◆ ABOUT THIS TASK
Look through the data below for the line with "M144 703 232 779 306 858" and the line with "M241 986 204", then output those two and all lines in between, exactly as written.

◆ RAW DATA
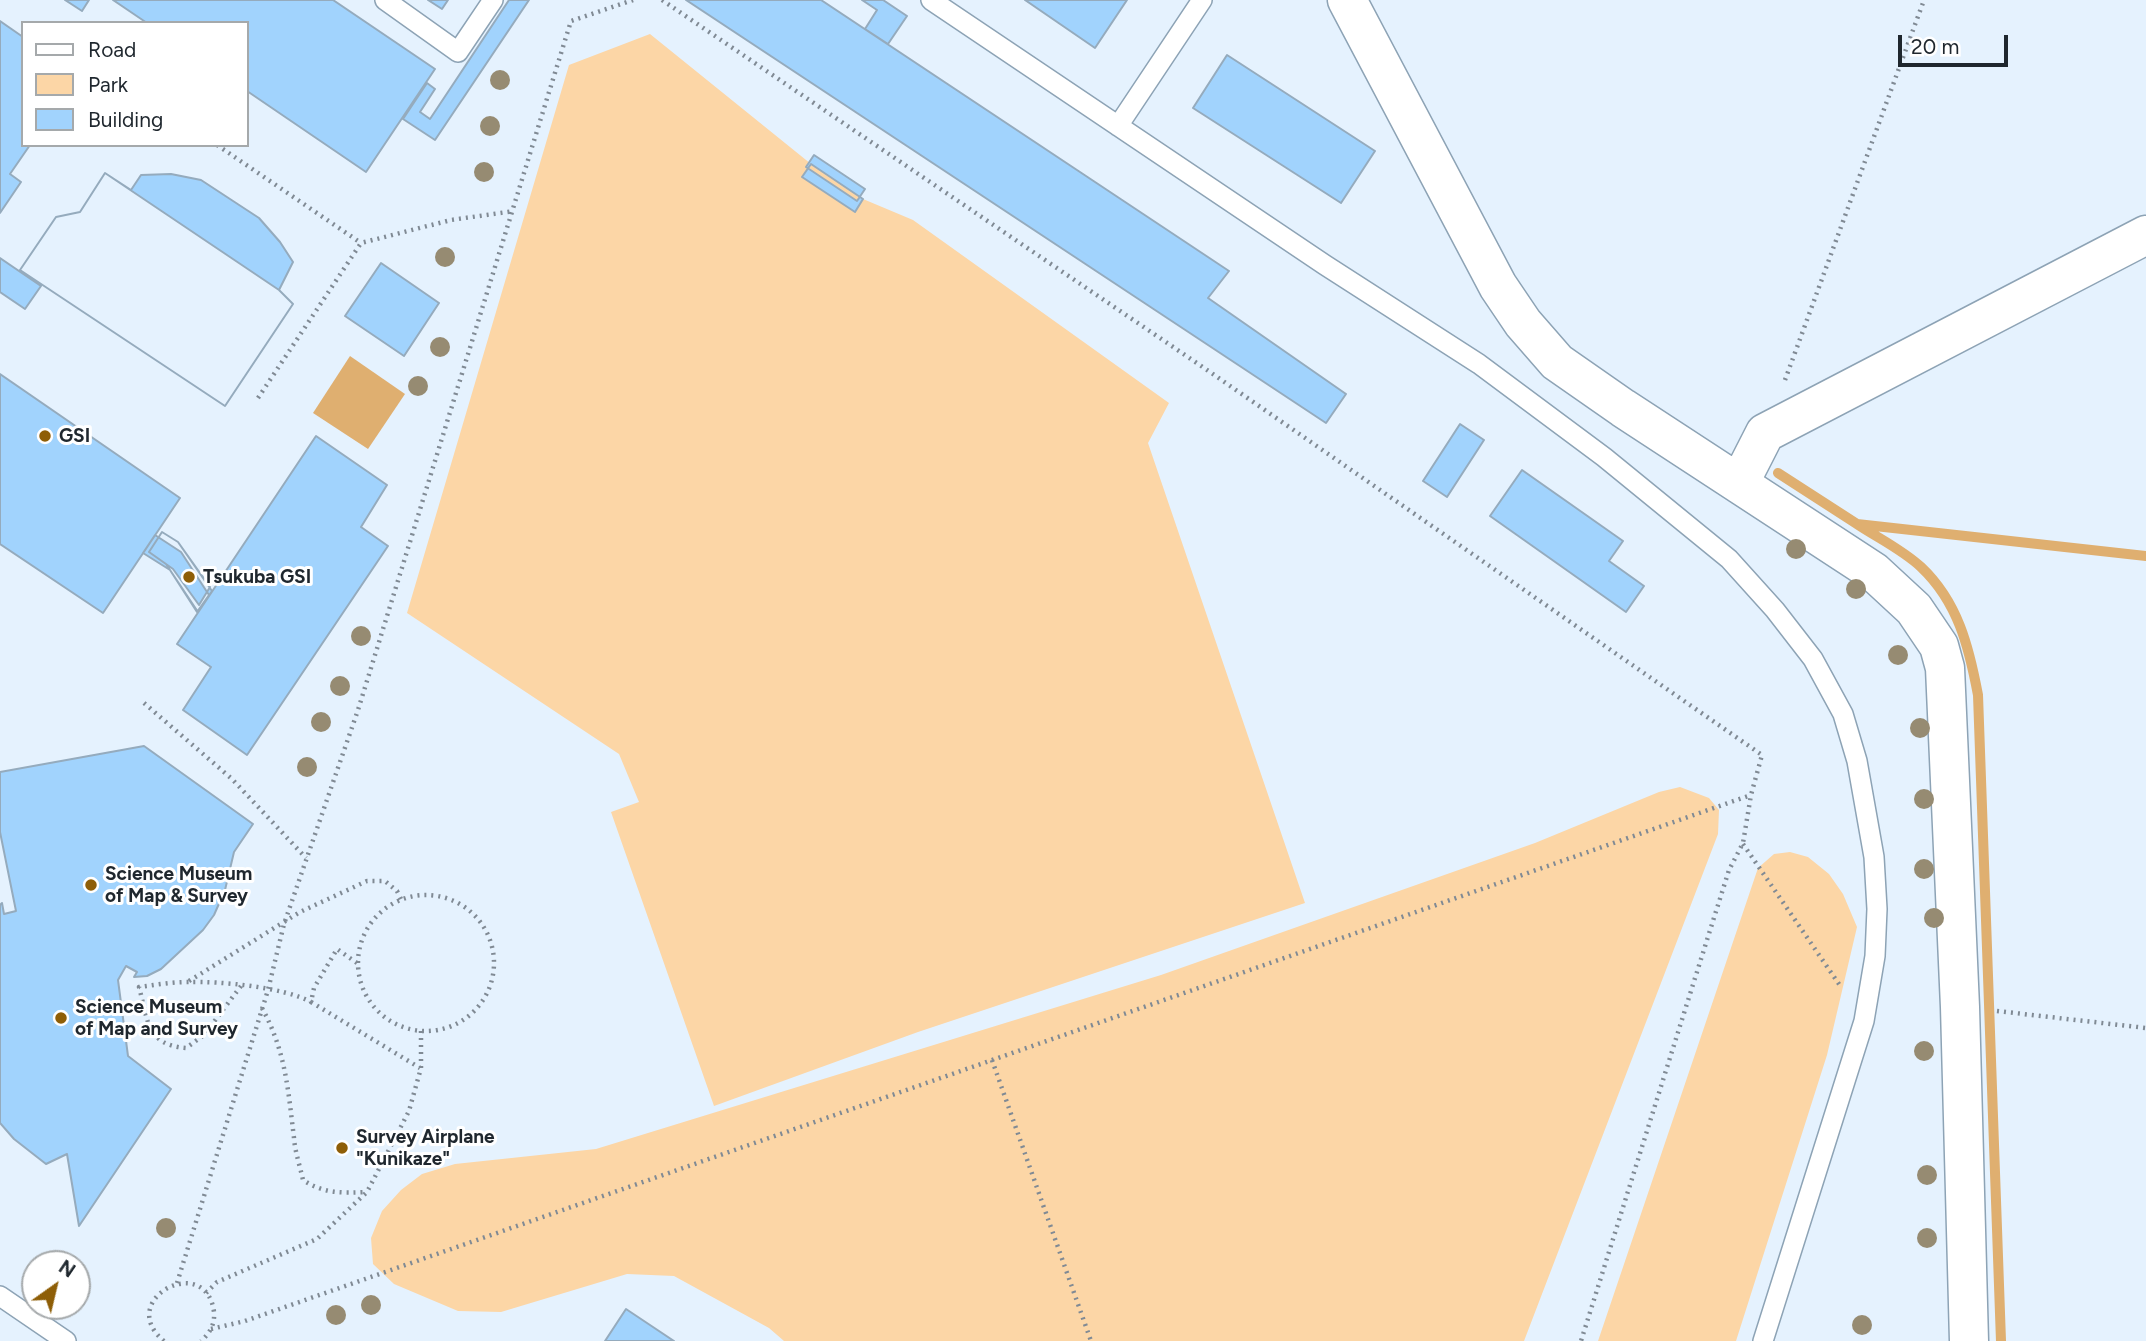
<!DOCTYPE html>
<style>
body{margin:0}
#map{position:relative;width:2146px;height:1341px;overflow:hidden;background:#e5f2fe;font-family:Figtree,sans-serif}
canvas{display:block}
.legend{position:absolute;left:21px;top:21px;width:228px;height:126px;box-sizing:border-box;background:#fff;border:2px solid #a5a9ab;margin:0;padding:9px 12px;list-style:none;font-size:21px;color:#1f272e}
.legend li{display:flex;align-items:center;gap:14px;height:35px}
.legend b{width:35px;border:2px solid #a5a9ab}
.north{position:absolute;left:21px;top:1250px;width:70px;height:70px;box-sizing:border-box;background:#fff;border:2px solid #a5a9ab;border-radius:50%;rotate:34deg;font-size:19px;font-weight:700;line-height:28px;text-align:center;color:#1f272e}
.north::after{content:'';display:block;margin:auto;width:24px;height:32px;background:#8e5e07;clip-path:polygon(50% 0,100% 100%,50% 72%,0 100%)}
.scale{position:absolute;left:1898px;top:35px;width:110px;height:32px;box-sizing:border-box;border:4px solid #1f272e;border-top:0;padding-left:9px;font-size:21px;line-height:24px;white-space:nowrap;color:#1f272e;-webkit-text-stroke:5px #fff;paint-order:stroke}
</style>
<div id="map">
<canvas width="2146" height="1341"></canvas>
<ul class="legend">
<li><b style="height:9px;background:#fff"></b>Road</li>
<li><b style="height:19px;background:#fcd6a6"></b>Park</li>
<li><b style="height:19px;background:#a1d3fd"></b>Building</li>
</ul>
<div class="north">N</div>
<div class="scale">20 m</div>
</div>
<script>
const ctx = document.querySelector('canvas').getContext('2d');
ctx.lineJoin = 'round';
function paint(path, color) { ctx.fillStyle = color; ctx.fill(path, 'evenodd'); }
function trace(path, color, width, dash) { ctx.strokeStyle = color; ctx.lineWidth = width; ctx.lineCap = dash ? 'butt' : 'round'; ctx.setLineDash(dash || []); ctx.stroke(path); }
function write(font, color, halo, rows, align = 'center') {
  ctx.font = font + ' Figtree,sans-serif'; ctx.lineWidth = 6; ctx.setLineDash([]); ctx.textBaseline = 'middle'; ctx.strokeStyle = halo; ctx.fillStyle = color; for (const [text, x, y, turn = 0] of rows) {
    ctx.save(); ctx.translate(x, y); ctx.rotate((+turn || 0) * Math.PI / 180); ctx.textAlign = isNaN(turn) ? turn : align; if (halo) ctx.strokeText(text, 0, 0); ctx.fillText(text, 0, 0); ctx.restore();
  }
}
const green = new Path2D(`
 M650 34 811 164 863 199 913 220 1169 403 1148 443 1305 903 918 1032 714 1106 611 812 639 802 619 754 407 613 569 65Z
 M1680 787 1709 798 1719 810 1718 834 1524 1341H784L769 1328 674 1276 627 1274 501 1312 458 1311 394 1284 373 1264 371 1238 382 1211 401 1190 422 1174 455 1164 596 1149 950 1040 1161 975 1535 843 1659 792Z
 M1790 852 1808 857 1829 874 1843 894 1857 927 1827 1055 1736 1341H1598L1758 868 1774 854Z`);
const water = new Path2D(`
 M350 356 405 394 368 449 313 413Z`);
const stream = new Path2D(`
 M1778 473 1857 524 2146 556
 M1857 524C1878 538 1903 550 1921 567 1958 602 1969 647 1978 695L2001 1341`);
const building = new Path2D(`
 M65 0H89L82 11Z
 M113 0H333L435 69 366 172 247 91V23H147Z
 M428 0H448L442 9Z
 M509 0H529L435 140 403 119 427 83 435 89 420 112 430 119Z
 M686 0H821L1229 271 1208 298 1346 394 1326 423Z
 M862 0H883L907 16 888 44 865 29 877 10Z
 M1025 0H1127L1095 48Z
 M0 21 23 37V145H30L10 174 21 182 0 213Z
 M1227 55 1375 151 1341 203 1193 108Z
 M814 155 865 189 857 201 806 167Z
 M811 164 863 199 855 212 802 177Z
 M105 173 131 190 141 175 171 174 201 180 259 218 280 242 293 262 279 290 293 304 225 406 20 270 56 217 80 212Z
 M105 173 279 290 293 304 225 406 20 270 56 217 80 212Z
 M0 258 41 286 25 309 0 292Z
 M381 263 439 303 404 356 345 316Z
 M0 374 180 498 103 613 0 544Z
 M1460 424 1484 440 1447 497 1423 481Z
 M316 436 387 485 361 527 388 546 247 755 183 710 211 667 177 644Z
 M1522 470 1623 541 1609 561 1644 586 1626 612 1490 516Z
 M162 532 178 542 210 587 199 605 173 569 149 552Z
 M162 532 178 542 212 591 198 612 166 564 149 552Z
 M155 535 181 552 209 595 197 612 170 570 143 553Z
 M144 746 253 824 234 852 225 890 214 915 203 930 161 969 147 976 134 977 137 972 126 966 118 980 128 1056 171 1089 79 1226 67 1154 46 1164 14 1139 0 1123V905L2 903 4 914 16 911 0 832V772Z
 M626 1309 674 1341H605Z`);
const path = new Path2D(`
 M662 0 1210 372 1762 755 1751 795 1743 843 1729 870 1581 1341
 M217 145 361 243
 M1785 380 1924 0
 M258 398 361 243 451 220 514 211
 M144 703 232 779 306 858
 M1743 844 1841 987
 M358 963a68 68 0 1 1 136 0a68 68 0 1 1-136 0Z
 M357 963 337 949 314 988 311 1002 420 1068
 M189 981 300 912 367 881H385L397 891 401 899
 M241 986 204 1035 186 1048C146 1045 148 1020 139 987 155 985 171 982 188 982 220 981 283 987 311 1002
 M262 1008C286 1052 288 1090 294 1138 295 1152 300 1166 303 1180 324 1194 342 1193 367 1192
 M1997 1011 2146 1028
 M992 1060 1091 1341
 M177 1283 268 990 284 924 358 710 571 21 633 0
 M206 1293 217 1282 317 1239 367 1192 409 1111 421 1068V1031
 M211 1329 245 1321 1751 795
 M164 1341C114 1300 206 1251 214 1312 215 1324 210 1333 201 1341`);
const service = new Path2D(`
 M385 0 458 52 493 0
 M931 0 1325 265 1479 364 1604 457 1729 559 1775 610 1813 659 1843 714 1857 761 1874 857 1877 909 1875 956 1864 1021 1763 1341
 M1118 126 1202 0
 M0 1296 66 1341`);
const minor = new Path2D(`
 M1347 0 1498 286 1523 323 1557 362 1623 408 1874 572 1914 609 1939 646 1945 668 1960 1007 1969 1341
 M1739 484 1765 433 2146 235`);
const trees = [
 [500,80],
 [490,126],
 [484,172],
 [445,257],
 [440,347],
 [418,386],
 [1796,549],
 [1856,589],
 [361,636],
 [1898,655],
 [340,686],
 [321,722],
 [1920,728],
 [307,767],
 [1924,799],
 [1924,869],
 [1934,918],
 [1924,1051],
 [1927,1175],
 [166,1228],
 [1927,1238],
 [371,1305],
 [336,1315],
 [1862,1325]
];
const markers = [
 [45,436,7,"#8e5e07"],
 [189,577,7,"#8e5e07"],
 [91,885,7,"#8e5e07"],
 [61,1018,7,"#8e5e07"],
 [342,1148,7,"#8e5e07"]
];
const poiNames = [
 ["GSI",59,436],
 ["Tsukuba GSI",203,577],
 ["Science Museum",105,874],
 ["of Map & Survey",105,896],
 ["Science Museum",75,1007],
 ["of Map and Survey",75,1029],
 ["Survey Airplane",356,1137],
 ["\"Kunikaze\"",356,1159]
];
paint(green, '#fcd6a6');
paint(water, '#dfaf70');
trace(stream, '#dfaf70', 10);
paint(building, '#a1d3fd');
trace(building, '#95abbd', 2);
trace(service, '#8da3b5', 22);
trace(minor, '#8da3b5', 41);
trace(path, '#808a94', 4.5, [2, 5]);
trace(service, '#fff', 19);
trace(minor, '#fff', 38);
ctx.fillStyle = '#968b72';
for (const [x, y] of trees) { ctx.beginPath(); ctx.arc(x, y, 10, 0, 2 * Math.PI); ctx.fill(); }
for (const [x, y, r, color] of markers) { const dot = new Path2D(); dot.arc(x, y, r, 0, 2 * Math.PI); ctx.fillStyle = color; ctx.fill(dot); trace(dot, '#fff', 2.5); }
write('bold 19px', '#1f272e', '#fff', poiNames, 'left');
</script>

◆ RESULT FOR THIS EXERCISE
 M144 703 232 779 306 858
 M1743 844 1841 987
 M358 963a68 68 0 1 1 136 0a68 68 0 1 1-136 0Z
 M357 963 337 949 314 988 311 1002 420 1068
 M189 981 300 912 367 881H385L397 891 401 899
 M241 986 204 1035 186 1048C146 1045 148 1020 139 987 155 985 171 982 188 982 220 981 283 987 311 1002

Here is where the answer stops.